═════ Given records ═════

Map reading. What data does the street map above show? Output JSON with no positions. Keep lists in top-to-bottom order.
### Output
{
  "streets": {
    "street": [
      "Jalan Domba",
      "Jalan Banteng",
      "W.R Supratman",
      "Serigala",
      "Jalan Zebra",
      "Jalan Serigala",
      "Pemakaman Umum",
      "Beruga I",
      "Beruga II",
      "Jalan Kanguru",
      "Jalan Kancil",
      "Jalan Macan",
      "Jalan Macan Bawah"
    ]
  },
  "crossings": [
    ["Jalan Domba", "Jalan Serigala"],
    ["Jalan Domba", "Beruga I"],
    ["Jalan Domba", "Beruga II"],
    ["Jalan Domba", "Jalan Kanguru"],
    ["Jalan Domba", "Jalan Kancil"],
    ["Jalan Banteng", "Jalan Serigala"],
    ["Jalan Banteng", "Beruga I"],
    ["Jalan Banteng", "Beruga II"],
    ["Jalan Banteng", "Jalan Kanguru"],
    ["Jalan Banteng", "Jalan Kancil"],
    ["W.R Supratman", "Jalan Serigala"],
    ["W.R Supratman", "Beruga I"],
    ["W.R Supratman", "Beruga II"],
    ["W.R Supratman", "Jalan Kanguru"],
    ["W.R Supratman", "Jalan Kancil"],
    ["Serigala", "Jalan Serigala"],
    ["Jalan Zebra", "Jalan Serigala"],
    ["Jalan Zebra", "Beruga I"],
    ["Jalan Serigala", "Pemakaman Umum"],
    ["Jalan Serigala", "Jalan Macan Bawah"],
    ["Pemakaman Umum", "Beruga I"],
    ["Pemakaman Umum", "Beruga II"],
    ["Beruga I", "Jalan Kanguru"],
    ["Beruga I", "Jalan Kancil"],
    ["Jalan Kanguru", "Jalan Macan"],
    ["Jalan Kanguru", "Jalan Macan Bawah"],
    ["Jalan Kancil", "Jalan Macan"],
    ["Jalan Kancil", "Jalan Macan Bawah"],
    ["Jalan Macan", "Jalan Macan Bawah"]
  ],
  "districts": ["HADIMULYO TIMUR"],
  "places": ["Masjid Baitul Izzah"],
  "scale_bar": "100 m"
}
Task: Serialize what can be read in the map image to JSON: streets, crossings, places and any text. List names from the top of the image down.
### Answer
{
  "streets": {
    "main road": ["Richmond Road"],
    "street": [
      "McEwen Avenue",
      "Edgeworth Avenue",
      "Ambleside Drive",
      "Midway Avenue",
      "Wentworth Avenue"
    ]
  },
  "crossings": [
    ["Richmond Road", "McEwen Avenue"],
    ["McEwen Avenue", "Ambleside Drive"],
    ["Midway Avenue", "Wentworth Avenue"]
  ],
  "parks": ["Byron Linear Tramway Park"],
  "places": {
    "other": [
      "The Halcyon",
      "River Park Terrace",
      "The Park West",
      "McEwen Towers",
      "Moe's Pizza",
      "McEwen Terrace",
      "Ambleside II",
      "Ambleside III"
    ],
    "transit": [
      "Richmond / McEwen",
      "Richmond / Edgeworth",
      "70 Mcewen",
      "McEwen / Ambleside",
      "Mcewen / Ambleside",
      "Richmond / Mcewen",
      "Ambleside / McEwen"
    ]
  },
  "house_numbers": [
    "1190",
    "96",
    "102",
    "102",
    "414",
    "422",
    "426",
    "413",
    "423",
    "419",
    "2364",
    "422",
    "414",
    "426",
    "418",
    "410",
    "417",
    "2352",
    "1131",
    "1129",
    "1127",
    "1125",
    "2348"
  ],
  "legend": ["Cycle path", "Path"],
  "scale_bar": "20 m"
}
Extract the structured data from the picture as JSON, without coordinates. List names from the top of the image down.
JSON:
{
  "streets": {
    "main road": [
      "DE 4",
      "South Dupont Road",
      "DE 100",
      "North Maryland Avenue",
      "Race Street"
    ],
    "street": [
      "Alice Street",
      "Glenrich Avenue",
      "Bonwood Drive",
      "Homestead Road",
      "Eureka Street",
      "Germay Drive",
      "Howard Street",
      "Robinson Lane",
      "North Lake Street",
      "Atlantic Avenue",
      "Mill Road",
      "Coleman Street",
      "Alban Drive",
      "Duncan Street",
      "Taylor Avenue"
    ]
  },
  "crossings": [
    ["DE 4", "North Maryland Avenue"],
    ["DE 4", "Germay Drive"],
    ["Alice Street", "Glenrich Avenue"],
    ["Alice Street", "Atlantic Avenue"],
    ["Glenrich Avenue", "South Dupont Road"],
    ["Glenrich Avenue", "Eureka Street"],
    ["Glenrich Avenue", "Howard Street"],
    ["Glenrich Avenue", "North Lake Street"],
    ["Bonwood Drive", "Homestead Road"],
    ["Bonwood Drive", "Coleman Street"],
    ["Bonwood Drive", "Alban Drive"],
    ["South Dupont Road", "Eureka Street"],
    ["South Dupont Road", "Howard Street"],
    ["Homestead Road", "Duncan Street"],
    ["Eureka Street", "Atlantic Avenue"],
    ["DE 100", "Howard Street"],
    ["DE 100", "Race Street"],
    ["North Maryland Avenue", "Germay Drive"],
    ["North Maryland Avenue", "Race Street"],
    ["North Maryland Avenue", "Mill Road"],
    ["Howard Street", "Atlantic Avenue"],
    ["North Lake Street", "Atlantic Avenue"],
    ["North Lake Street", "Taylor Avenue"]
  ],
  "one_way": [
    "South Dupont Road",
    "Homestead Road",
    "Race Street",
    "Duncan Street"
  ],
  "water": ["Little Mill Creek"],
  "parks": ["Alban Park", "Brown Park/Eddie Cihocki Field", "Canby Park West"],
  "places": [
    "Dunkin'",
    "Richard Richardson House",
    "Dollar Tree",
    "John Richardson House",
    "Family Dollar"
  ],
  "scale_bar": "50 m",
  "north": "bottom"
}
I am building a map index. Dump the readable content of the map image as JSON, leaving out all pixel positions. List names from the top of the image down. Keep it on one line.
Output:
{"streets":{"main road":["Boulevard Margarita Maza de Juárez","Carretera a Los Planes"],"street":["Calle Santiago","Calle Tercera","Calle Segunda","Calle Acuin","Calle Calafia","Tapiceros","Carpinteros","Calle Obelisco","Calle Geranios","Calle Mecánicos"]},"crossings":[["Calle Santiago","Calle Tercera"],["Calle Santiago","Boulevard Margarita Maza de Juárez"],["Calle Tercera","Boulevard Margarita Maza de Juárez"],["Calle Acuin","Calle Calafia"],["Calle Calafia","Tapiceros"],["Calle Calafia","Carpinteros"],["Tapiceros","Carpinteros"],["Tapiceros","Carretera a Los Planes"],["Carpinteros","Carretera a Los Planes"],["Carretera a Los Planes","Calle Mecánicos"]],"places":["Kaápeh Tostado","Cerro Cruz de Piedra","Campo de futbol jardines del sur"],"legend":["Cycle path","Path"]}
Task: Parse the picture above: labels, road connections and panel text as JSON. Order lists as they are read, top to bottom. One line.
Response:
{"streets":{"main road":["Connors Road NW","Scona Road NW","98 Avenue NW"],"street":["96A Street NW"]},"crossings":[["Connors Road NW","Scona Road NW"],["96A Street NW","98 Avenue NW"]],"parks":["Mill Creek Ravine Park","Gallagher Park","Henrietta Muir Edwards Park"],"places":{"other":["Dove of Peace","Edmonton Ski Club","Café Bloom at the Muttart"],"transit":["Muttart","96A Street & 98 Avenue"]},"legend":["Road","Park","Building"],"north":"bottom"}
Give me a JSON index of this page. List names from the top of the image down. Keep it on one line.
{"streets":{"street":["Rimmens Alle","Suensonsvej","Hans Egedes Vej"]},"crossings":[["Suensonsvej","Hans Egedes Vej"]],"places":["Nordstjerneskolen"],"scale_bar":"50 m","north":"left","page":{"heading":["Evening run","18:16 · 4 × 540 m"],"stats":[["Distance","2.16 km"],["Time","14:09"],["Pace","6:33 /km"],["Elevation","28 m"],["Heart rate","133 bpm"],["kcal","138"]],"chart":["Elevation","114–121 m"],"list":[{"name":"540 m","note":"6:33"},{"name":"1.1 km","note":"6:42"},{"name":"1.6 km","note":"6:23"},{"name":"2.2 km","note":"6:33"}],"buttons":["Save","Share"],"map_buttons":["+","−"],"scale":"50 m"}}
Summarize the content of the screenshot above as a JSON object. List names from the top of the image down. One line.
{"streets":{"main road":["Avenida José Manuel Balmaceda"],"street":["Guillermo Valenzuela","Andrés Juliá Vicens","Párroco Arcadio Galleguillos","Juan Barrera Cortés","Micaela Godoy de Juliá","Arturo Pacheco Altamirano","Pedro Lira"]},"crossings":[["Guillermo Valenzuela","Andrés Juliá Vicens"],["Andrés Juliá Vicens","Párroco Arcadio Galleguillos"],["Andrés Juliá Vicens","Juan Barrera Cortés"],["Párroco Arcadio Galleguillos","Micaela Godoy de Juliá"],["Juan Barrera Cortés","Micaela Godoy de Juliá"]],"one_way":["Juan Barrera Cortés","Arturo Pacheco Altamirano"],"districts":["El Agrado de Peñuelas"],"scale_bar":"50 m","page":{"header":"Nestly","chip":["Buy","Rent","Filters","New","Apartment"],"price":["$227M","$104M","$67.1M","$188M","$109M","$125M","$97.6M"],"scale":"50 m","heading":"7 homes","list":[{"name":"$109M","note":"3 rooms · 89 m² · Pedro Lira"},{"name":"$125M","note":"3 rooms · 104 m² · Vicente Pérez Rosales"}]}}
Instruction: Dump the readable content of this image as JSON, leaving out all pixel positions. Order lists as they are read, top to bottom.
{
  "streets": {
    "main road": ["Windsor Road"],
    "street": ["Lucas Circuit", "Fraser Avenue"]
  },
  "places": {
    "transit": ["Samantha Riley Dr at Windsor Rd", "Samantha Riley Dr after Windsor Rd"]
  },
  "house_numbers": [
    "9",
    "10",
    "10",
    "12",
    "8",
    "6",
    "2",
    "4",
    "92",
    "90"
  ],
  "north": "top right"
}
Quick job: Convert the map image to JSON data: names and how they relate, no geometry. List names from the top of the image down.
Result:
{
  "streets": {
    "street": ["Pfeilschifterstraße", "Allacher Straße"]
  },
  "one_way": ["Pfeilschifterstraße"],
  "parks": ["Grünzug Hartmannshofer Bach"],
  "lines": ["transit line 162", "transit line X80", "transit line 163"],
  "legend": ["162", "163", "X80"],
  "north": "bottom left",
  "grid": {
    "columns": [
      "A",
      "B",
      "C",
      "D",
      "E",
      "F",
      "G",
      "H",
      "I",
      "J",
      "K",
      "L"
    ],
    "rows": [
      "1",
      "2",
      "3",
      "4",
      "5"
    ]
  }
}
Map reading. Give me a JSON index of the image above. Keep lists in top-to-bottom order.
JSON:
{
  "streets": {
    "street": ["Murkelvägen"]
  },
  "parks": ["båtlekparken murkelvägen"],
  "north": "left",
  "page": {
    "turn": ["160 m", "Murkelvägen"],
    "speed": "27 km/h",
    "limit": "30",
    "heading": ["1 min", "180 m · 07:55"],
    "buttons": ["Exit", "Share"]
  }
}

═════

> What to work on
Copy every line of the entries in which "text" can be found.

> Answer box
Task: Serialize what can be read in the map image to JSON: streets, crossings, places and any text. List names from the top of the image down.
Task: Parse the picture above: labels, road connections and panel text as JSON. Order lists as they are read, top to bottom. One line.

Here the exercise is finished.